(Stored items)
※ ※ ※

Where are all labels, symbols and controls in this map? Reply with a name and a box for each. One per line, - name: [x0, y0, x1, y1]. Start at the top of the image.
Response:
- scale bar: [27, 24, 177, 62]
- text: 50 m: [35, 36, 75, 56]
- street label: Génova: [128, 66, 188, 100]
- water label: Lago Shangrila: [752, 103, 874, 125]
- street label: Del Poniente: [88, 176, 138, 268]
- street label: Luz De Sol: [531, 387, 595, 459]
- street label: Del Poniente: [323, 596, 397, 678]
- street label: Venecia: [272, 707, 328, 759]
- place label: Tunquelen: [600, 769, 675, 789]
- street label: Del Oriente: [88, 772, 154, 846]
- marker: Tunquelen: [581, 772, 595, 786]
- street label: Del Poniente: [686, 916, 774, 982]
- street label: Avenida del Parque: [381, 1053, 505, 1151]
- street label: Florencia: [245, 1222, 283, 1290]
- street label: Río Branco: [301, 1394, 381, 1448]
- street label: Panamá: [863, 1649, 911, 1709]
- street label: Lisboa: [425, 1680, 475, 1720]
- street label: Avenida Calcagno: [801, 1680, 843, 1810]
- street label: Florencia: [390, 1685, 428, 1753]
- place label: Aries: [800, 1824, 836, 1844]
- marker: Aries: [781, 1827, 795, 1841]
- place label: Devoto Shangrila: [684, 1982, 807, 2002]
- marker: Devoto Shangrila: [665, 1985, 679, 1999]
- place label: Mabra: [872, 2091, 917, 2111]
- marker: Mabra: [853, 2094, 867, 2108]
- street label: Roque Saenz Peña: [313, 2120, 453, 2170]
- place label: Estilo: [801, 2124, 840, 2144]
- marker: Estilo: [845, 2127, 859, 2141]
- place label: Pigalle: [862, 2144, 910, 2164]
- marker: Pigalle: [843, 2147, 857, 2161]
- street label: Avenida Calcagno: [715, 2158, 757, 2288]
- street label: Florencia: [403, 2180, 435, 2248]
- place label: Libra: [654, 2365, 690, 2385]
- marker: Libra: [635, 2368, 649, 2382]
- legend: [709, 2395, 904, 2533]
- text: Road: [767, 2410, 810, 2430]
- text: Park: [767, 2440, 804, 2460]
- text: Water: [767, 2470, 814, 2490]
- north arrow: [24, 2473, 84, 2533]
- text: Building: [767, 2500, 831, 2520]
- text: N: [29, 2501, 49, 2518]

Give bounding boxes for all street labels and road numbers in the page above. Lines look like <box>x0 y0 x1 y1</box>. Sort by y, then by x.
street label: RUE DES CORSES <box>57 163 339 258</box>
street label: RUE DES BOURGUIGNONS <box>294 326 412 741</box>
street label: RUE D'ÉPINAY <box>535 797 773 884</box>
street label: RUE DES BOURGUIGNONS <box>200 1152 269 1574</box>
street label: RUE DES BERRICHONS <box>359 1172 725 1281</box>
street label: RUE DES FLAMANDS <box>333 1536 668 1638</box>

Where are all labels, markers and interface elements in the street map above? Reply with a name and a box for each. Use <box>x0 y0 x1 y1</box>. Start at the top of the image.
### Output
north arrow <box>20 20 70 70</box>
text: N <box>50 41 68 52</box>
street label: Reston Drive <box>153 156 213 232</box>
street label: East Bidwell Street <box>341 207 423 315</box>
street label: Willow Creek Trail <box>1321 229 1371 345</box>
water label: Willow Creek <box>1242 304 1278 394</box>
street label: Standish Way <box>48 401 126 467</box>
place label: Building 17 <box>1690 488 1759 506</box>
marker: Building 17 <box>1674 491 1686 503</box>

※ ※ ※

# [DIRECTIONS FOR THIS TASK]
Copy, without any change, the lines from the one that contains "Give bounding boxes" to the final line of the entries above.

# [PROBLEM SOLUTION]
Give bounding boxes for all street labels and road numbers in the page above. Lines look like <box>x0 y0 x1 y1</box>. Sort by y, then by x.
street label: RUE DES CORSES <box>57 163 339 258</box>
street label: RUE DES BOURGUIGNONS <box>294 326 412 741</box>
street label: RUE D'ÉPINAY <box>535 797 773 884</box>
street label: RUE DES BOURGUIGNONS <box>200 1152 269 1574</box>
street label: RUE DES BERRICHONS <box>359 1172 725 1281</box>
street label: RUE DES FLAMANDS <box>333 1536 668 1638</box>

Where are all labels, markers and interface elements in the street map above? Reply with a name and a box for each. Use <box>x0 y0 x1 y1</box>. Start at the top of the image.
### Output
north arrow <box>20 20 70 70</box>
text: N <box>50 41 68 52</box>
street label: Reston Drive <box>153 156 213 232</box>
street label: East Bidwell Street <box>341 207 423 315</box>
street label: Willow Creek Trail <box>1321 229 1371 345</box>
water label: Willow Creek <box>1242 304 1278 394</box>
street label: Standish Way <box>48 401 126 467</box>
place label: Building 17 <box>1690 488 1759 506</box>
marker: Building 17 <box>1674 491 1686 503</box>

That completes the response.